Study limitations include: lack of assessment of rounding adaptations on patient outcomes; the Hawthorne effect; single site with a self-imposed rounding target (90 min) and shorter patient encounters compared with those reported in literature (2, 57); and variability across attendings leading rounds may have impacted discussion durations.

CONCLUSIONS

Contextual factors (e.g., census, patient acuity) disproportionately impact time spent discussing essential patient topics during rounds. Yet, characterization of how contextual factors impact rounding practices is not reflected in current rounding guidelines. Consequently, organizations may miss important considerations leading to a decrease in the quality of rounding discussions about critical patient information and their care plan. Our findings provide needed detail regarding how teams adapt their discussions of essential topics and establishes a foundation for consideration of varying contextual factors in the design of rounding guidelines.

ACKNOWLEDGMENTS

We thank the patients, their families, and the participating healthcare professionals for participating in our work. Finally, we thank T. Adam, RN, L. Kolodzey, J. Tomasi, K. Fiaes, and the project committee members: M. Chen, RN, J. Hubbert, RN, R. Kirsch, MD, W. Seto, Pharm, C. Sperling, RRT, J. Stillman, RN, and P. Sutton, RN.

Footnotes

This work was supported by the David and Stacey Cynamon Chair in Pediatric Critical Care at the Hospital for Sick Children and Natural Sciences and Engineering Research Council of Canada.
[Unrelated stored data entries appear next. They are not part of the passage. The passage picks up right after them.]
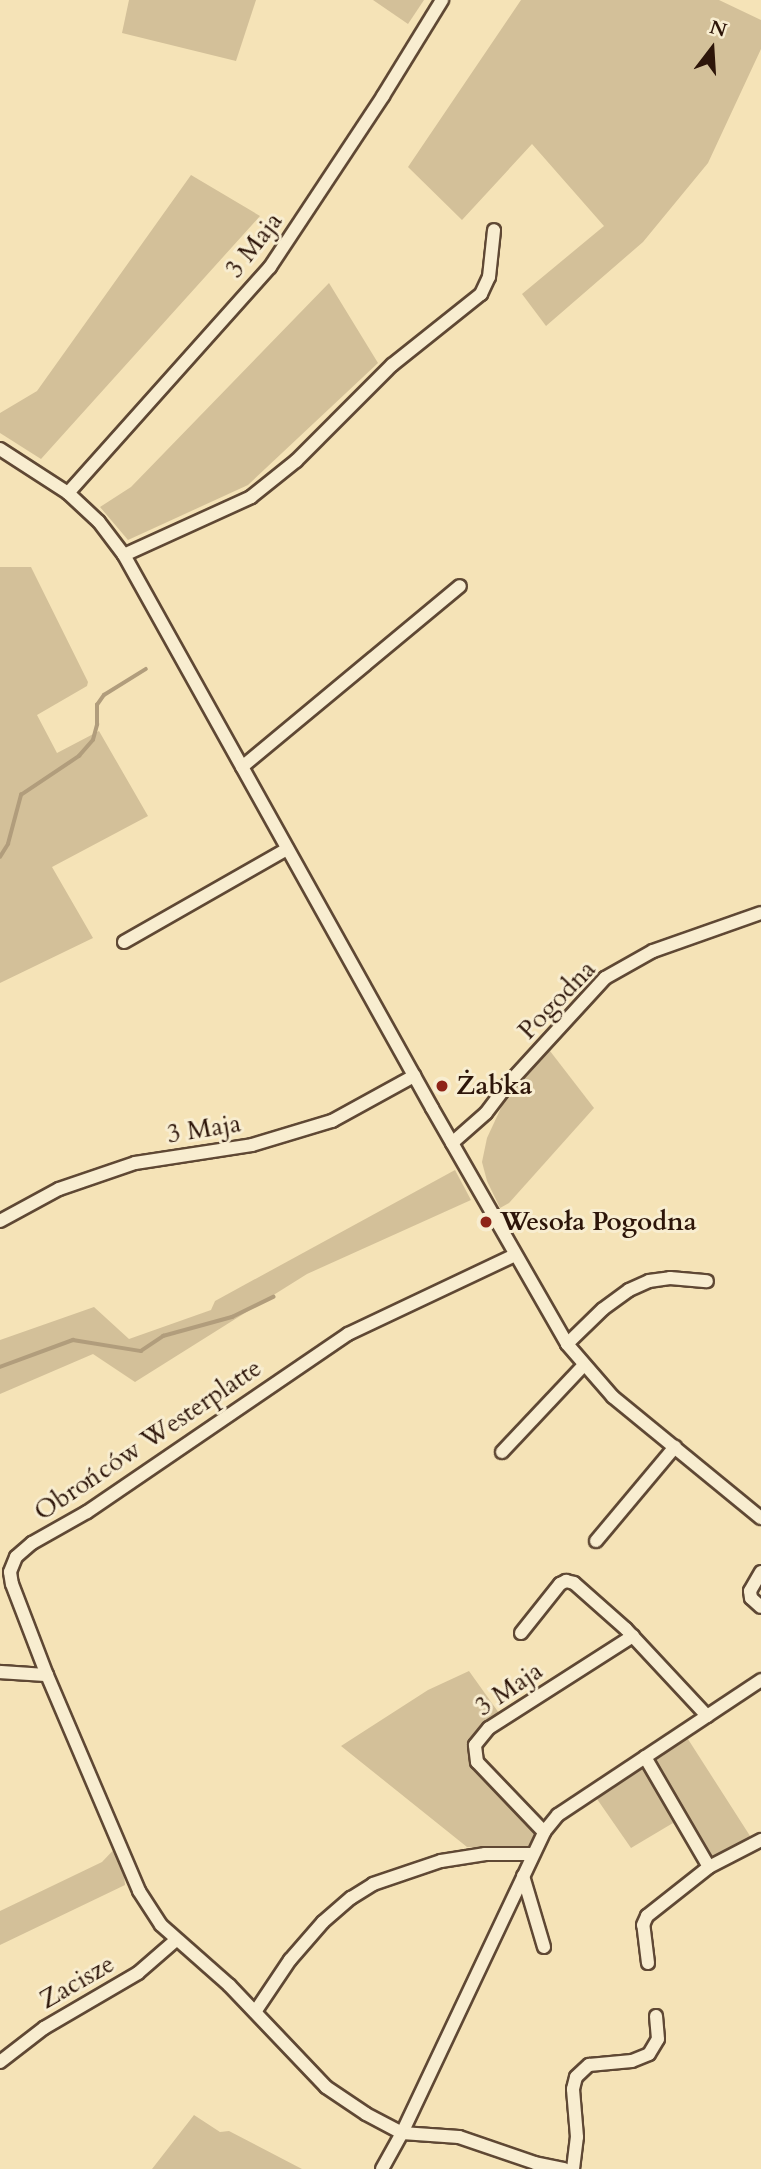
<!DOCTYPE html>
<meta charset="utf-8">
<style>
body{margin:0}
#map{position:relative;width:761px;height:2169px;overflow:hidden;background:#f5e3b7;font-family:Cardo,serif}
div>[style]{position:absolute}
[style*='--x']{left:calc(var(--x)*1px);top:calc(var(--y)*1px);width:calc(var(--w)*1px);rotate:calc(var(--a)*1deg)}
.green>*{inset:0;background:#d3c099}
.stream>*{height:3.5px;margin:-1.75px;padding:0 1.75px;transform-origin:1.75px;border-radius:1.75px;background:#b19d7c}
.roads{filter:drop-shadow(2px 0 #5f4834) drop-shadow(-2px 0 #5f4834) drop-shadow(0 2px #5f4834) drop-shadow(0 -2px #5f4834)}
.minor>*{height:12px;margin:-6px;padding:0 6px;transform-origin:6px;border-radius:6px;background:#f8edd0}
.dots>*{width:19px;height:19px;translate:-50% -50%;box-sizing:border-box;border:4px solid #f8edd0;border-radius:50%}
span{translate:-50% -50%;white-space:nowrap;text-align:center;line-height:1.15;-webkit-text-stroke:6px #f8edd0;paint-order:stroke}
.street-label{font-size:26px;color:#2d1509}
.poi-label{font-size:26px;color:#2d1509;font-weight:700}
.left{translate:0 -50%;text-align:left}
.north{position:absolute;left:677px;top:14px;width:70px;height:70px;-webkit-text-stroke:5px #f8edd0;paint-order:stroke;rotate:17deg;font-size:19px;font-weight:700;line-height:28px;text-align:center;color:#2d1509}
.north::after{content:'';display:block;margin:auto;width:24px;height:32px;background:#2d1509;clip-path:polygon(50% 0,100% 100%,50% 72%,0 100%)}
</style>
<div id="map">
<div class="green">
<div style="clip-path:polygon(129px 0,256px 0,236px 61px,122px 33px)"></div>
<div style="clip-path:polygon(373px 0,424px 0,408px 24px)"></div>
<div style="clip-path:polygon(521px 0,719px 0,761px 20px,761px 49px,708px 163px,643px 242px,546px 326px,522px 294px,604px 226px,532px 144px,462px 220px,408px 167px)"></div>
<div style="clip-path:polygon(191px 175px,260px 216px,41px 459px,0 433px,0 413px,37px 391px)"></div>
<div style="clip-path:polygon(329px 283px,378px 363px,248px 485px,128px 540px,100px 507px,131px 487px)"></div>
<div style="clip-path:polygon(0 567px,31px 567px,88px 682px,87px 686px,37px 715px,57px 753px,99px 731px,148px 816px,52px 867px,93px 938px,0 983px)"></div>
<div style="clip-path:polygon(550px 1051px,594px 1108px,509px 1203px,500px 1208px,487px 1181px,482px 1162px,487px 1138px,506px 1097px)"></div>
<div style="clip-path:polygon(455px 1170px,471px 1200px,307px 1274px,135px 1382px,93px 1354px,0 1394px,0 1340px,94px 1307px,129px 1339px,211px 1310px,215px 1301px)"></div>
<div style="clip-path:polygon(469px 1671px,499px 1713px,472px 1737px,469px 1764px,537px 1832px,529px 1848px,467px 1847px,341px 1746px,428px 1690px)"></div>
<div style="clip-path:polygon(686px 1736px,752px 1839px,713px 1873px,673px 1823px,631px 1848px,597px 1799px)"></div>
<div style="clip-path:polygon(121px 1842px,125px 1885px,0 1945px,0 1911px,102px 1862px)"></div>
<div style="clip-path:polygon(194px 2115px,220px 2132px,229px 2131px,302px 2169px,152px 2169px)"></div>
</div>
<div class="stream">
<div style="--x:0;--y:857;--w:15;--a:-58"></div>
<div style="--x:8;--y:844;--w:51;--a:-75.1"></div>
<div style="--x:21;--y:795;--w:70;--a:-33.9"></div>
<div style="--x:79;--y:756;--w:21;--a:-49"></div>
<div style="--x:93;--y:740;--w:16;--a:-75"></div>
<div style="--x:97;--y:725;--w:20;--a:-90"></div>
<div style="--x:97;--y:705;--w:12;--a:-55"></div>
<div style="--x:104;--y:695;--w:49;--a:-31.8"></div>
<div style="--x:0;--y:1367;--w:78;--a:-20.3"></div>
<div style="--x:73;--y:1340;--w:69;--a:9.2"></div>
<div style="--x:141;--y:1351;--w:27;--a:-34"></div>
<div style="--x:163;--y:1336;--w:72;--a:-15.4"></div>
<div style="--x:232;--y:1317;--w:46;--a:-26"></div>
</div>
<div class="roads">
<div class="minor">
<div style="--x:0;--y:449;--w:81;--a:32.9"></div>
<div style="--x:68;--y:493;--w:42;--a:43.1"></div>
<div style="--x:99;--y:522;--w:41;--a:52.9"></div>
<div style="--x:124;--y:555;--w:633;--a:60.88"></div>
<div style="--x:432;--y:1108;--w:272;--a:60.2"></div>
<div style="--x:567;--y:1344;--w:70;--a:49"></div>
<div style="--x:613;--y:1397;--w:191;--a:39.3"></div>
<div style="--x:68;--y:493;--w:303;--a:-48.2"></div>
<div style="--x:270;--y:267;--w:205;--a:-56.5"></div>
<div style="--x:383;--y:96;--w:113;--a:-58.4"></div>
<div style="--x:124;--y:555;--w:140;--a:-24.5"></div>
<div style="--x:251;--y:497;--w:58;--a:-38.7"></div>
<div style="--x:296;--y:461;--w:136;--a:-45"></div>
<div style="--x:392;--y:365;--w:114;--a:-38.6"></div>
<div style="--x:481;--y:294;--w:19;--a:-65"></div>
<div style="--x:489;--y:277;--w:47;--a:-83.9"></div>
<div style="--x:242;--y:767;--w:283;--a:-39.7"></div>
<div style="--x:124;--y:942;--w:188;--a:-29.7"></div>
<div style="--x:452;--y:1143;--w:45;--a:-41.4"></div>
<div style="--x:486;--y:1113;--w:35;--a:-53"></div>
<div style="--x:507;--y:1085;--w:145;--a:-47.5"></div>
<div style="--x:605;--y:978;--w:55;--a:-29.4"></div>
<div style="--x:653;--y:951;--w:114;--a:-19.4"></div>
<div style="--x:0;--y:1221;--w:67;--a:-28.5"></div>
<div style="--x:59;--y:1189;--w:80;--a:-18.9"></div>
<div style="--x:135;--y:1163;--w:118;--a:-8.7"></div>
<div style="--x:252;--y:1145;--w:84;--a:-16.7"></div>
<div style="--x:332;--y:1121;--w:94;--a:-28.8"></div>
<div style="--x:515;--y:1255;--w:185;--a:154.7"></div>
<div style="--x:348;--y:1334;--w:316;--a:145.7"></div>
<div style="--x:87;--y:1512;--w:63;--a:150.6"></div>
<div style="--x:32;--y:1543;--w:21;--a:139"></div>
<div style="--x:16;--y:1557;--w:16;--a:112"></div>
<div style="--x:10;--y:1572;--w:12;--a:81"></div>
<div style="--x:12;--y:1584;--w:97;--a:69"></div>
<div style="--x:47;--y:1675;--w:235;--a:66.9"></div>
<div style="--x:139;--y:1891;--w:40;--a:57.1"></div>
<div style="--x:161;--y:1925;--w:91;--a:41.4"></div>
<div style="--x:229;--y:1985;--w:141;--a:46.4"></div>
<div style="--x:326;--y:2087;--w:48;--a:34"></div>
<div style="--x:366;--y:2114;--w:41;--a:27.8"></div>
<div style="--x:402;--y:2133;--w:57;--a:4"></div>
<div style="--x:459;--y:2137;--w:80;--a:18.9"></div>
<div style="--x:535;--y:2163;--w:30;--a:12"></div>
<div style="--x:567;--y:1344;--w:50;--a:-44.2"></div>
<div style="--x:603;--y:1309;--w:32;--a:-36"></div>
<div style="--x:629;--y:1290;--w:22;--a:-24"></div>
<div style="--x:649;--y:1281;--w:21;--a:-8"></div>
<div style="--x:670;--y:1278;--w:37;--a:5"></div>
<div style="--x:502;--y:1452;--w:118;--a:-46.7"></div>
<div style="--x:596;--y:1541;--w:123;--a:-50"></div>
<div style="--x:761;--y:1572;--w:22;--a:120"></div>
<div style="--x:750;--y:1591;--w:7;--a:82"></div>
<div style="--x:751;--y:1598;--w:13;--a:42"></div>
<div style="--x:521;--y:1633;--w:63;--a:-51.5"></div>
<div style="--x:560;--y:1584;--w:7;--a:-27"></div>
<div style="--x:566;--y:1581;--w:8;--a:14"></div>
<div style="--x:574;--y:1583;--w:69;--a:41.5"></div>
<div style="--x:626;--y:1629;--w:119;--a:47"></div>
<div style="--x:0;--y:1672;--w:47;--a:3.7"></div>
<div style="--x:645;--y:1757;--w:127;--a:59.8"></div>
<div style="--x:544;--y:1832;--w:97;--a:-133.7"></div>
<div style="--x:477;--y:1762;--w:17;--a:-97"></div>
<div style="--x:475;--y:1745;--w:22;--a:-51"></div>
<div style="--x:489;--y:1728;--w:171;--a:-32.6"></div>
<div style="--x:523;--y:1876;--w:74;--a:73.5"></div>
<div style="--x:648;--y:1963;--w:38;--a:-97"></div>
<div style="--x:643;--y:1925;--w:10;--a:-66"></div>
<div style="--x:647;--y:1916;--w:79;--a:-38.3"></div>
<div style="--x:709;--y:1867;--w:59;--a:-27.4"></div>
<div style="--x:255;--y:2012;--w:63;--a:-56.1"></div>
<div style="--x:290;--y:1960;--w:50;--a:-49"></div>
<div style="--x:323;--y:1922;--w:37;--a:-41"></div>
<div style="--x:351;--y:1898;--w:26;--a:-32"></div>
<div style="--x:373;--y:1884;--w:72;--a:-18.7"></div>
<div style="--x:441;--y:1861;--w:45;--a:-9"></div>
<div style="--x:485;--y:1854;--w:48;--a:0"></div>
<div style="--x:0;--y:2062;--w:56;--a:-37.7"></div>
<div style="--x:44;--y:2028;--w:109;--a:-30.3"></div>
<div style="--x:138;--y:1973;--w:50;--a:-41"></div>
<div style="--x:382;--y:2169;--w:41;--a:-60.9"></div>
<div style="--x:402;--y:2133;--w:333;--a:-64.7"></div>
<div style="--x:544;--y:1832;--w:22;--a:-51"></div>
<div style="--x:558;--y:1815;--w:244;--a:-33.6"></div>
<div style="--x:573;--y:2169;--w:32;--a:-83"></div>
<div style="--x:577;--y:2137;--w:48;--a:-94.8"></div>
<div style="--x:573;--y:2089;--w:12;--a:-76"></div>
<div style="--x:576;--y:2077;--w:18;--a:-43"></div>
<div style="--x:589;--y:2065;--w:43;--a:-5.3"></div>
<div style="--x:632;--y:2061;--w:18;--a:-22"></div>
<div style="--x:649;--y:2054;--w:17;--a:-59"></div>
<div style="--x:658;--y:2039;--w:23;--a:-95"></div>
</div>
</div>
<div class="dots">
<div style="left:442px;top:1086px;background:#8f2418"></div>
<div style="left:486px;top:1222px;background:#8f2418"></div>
</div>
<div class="street-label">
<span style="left:254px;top:245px;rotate:-52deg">3 Maja</span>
<span style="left:557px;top:1000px;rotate:-46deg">Pogodna</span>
<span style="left:204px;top:1129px;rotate:-9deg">3 Maja</span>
<span style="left:148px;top:1440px;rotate:-34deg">Obrońców Westerplatte</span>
<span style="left:509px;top:1689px;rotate:-34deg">3 Maja</span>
<span style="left:77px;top:1982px;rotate:-30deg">Zacisze</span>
</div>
<div class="poi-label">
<span class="left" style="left:456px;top:1086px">Żabka</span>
<span class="left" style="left:500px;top:1222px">Wesoła Pogodna</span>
</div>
<div class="north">N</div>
</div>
Dr. Pinkney’s institution received funding from The Hospital for Sick Children via University of Toronto; she received support for article research from the Canadian Institutes of Health Research; and she disclosed work for hire. The remaining authors have disclosed that they do not have any potential conflicts of interest.

This work was performed at The Hospital for Sick Children, Toronto, ON, Canada.